Loreintz Rosier (born 14 August 1998) is a French professional footballer who plays as a defensive midfielder for Saudi Pro League club Abha.

==Career==
===Club career===
Born at Gonesse in France, of Guadeloupean and Italian descent,
Rosier started playing football at the age of 6 at Saint-Brice FC. He then moved to Le Bourget FC and later AAS Sarcelles to play at the highest youth level. Beside that, he also trained at INF Clairefontaine. In 2013, he signed a three-year youth contract with SM Caen, but decided to leave the club after two season following disputes. He then returned to his first club, Saint-Brice FC, where he played for the senior team in his first year U19 player. He then spent a season with Paris FC’s reserve team in the Championnat National 3 and also played for the club's U19s.
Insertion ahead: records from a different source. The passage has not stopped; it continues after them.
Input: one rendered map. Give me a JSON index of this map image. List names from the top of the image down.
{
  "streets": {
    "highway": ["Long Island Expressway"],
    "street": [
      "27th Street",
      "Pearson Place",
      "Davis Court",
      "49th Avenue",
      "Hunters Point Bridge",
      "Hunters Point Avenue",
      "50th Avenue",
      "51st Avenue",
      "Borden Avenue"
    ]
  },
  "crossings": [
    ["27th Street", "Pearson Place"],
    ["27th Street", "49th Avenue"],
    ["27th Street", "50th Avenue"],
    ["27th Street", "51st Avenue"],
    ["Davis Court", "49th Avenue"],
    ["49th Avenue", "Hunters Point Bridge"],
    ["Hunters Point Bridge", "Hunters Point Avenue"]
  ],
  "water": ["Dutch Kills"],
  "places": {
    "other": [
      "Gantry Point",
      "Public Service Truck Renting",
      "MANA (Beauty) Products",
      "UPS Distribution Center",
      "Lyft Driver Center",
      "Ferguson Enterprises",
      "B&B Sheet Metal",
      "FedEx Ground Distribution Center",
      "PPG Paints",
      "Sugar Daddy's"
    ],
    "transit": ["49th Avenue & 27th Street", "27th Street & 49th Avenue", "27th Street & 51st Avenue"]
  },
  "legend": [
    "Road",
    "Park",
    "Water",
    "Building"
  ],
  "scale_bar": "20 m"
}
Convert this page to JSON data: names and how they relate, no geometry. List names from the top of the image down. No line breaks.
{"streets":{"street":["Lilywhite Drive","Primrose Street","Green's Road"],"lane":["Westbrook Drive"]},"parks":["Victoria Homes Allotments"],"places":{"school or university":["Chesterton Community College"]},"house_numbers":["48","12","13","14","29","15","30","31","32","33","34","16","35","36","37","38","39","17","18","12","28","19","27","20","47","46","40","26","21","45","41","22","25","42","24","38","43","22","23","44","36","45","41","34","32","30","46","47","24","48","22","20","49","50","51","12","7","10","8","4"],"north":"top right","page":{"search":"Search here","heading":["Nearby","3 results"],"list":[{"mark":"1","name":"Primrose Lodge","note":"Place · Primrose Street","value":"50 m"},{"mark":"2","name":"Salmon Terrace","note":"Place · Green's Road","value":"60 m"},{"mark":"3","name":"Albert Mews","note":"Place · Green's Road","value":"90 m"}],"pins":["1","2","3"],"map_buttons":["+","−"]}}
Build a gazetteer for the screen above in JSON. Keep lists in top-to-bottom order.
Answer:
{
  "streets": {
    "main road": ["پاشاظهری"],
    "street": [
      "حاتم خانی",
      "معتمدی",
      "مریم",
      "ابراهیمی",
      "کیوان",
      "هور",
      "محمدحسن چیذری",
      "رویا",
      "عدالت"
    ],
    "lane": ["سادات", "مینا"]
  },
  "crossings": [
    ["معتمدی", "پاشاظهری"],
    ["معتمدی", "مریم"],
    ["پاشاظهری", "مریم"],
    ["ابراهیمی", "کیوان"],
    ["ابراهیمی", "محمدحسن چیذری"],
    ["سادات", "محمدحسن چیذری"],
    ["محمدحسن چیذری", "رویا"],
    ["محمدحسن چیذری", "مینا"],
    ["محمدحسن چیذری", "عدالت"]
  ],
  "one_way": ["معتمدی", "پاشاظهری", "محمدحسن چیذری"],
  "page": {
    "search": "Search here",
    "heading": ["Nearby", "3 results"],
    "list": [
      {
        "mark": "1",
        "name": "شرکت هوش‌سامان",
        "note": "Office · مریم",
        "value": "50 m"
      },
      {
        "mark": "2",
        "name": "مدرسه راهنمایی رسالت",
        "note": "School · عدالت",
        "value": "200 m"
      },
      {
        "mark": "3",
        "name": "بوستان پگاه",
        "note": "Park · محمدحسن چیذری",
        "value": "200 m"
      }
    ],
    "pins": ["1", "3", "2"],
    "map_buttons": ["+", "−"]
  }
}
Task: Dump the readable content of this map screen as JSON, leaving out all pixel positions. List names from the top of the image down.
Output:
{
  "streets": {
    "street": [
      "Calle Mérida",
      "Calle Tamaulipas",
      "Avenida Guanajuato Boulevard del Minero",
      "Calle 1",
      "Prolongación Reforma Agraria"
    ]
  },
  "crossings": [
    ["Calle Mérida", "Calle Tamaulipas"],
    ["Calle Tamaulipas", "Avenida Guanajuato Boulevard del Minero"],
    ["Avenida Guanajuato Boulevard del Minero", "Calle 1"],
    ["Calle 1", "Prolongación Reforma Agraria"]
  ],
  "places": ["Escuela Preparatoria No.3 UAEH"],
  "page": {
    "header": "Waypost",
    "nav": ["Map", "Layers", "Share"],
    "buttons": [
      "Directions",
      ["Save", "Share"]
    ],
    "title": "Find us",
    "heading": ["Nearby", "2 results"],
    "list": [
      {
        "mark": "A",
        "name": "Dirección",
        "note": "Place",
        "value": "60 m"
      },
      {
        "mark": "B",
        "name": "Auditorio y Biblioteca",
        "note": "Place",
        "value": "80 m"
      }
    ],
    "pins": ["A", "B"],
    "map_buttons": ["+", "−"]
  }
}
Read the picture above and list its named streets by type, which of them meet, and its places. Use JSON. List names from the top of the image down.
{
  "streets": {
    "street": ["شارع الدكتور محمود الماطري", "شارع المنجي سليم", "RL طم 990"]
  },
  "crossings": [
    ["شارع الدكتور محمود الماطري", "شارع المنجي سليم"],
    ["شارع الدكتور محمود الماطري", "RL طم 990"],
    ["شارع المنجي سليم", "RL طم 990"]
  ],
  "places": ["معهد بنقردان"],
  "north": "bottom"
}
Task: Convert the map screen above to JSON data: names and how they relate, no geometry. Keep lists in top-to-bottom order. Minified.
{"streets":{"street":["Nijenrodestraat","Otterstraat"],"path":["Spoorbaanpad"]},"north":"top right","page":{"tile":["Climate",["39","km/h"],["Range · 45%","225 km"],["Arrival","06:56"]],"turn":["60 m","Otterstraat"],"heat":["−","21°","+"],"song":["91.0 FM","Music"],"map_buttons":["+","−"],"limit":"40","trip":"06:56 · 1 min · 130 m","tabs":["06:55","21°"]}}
After a season with FC Sochaux' reserve team, Rosier moved to Portuguese club Vitória S.C. in the summer 2018, starting on the club's B-team. On 23 September 2018, Rosier made his professional debut with Vitória Guimarães B in a 2018–19 LigaPro match against Leixões.

In the summer 2020, Rosier moved to G.D. Estoril Praia.

On 18 July 2023, Rosier signed a two-year contract with Fortuna Sittard in the Netherlands.

On 27 August 2025, Rosier joined Saudi Arabian club Al-Hazem.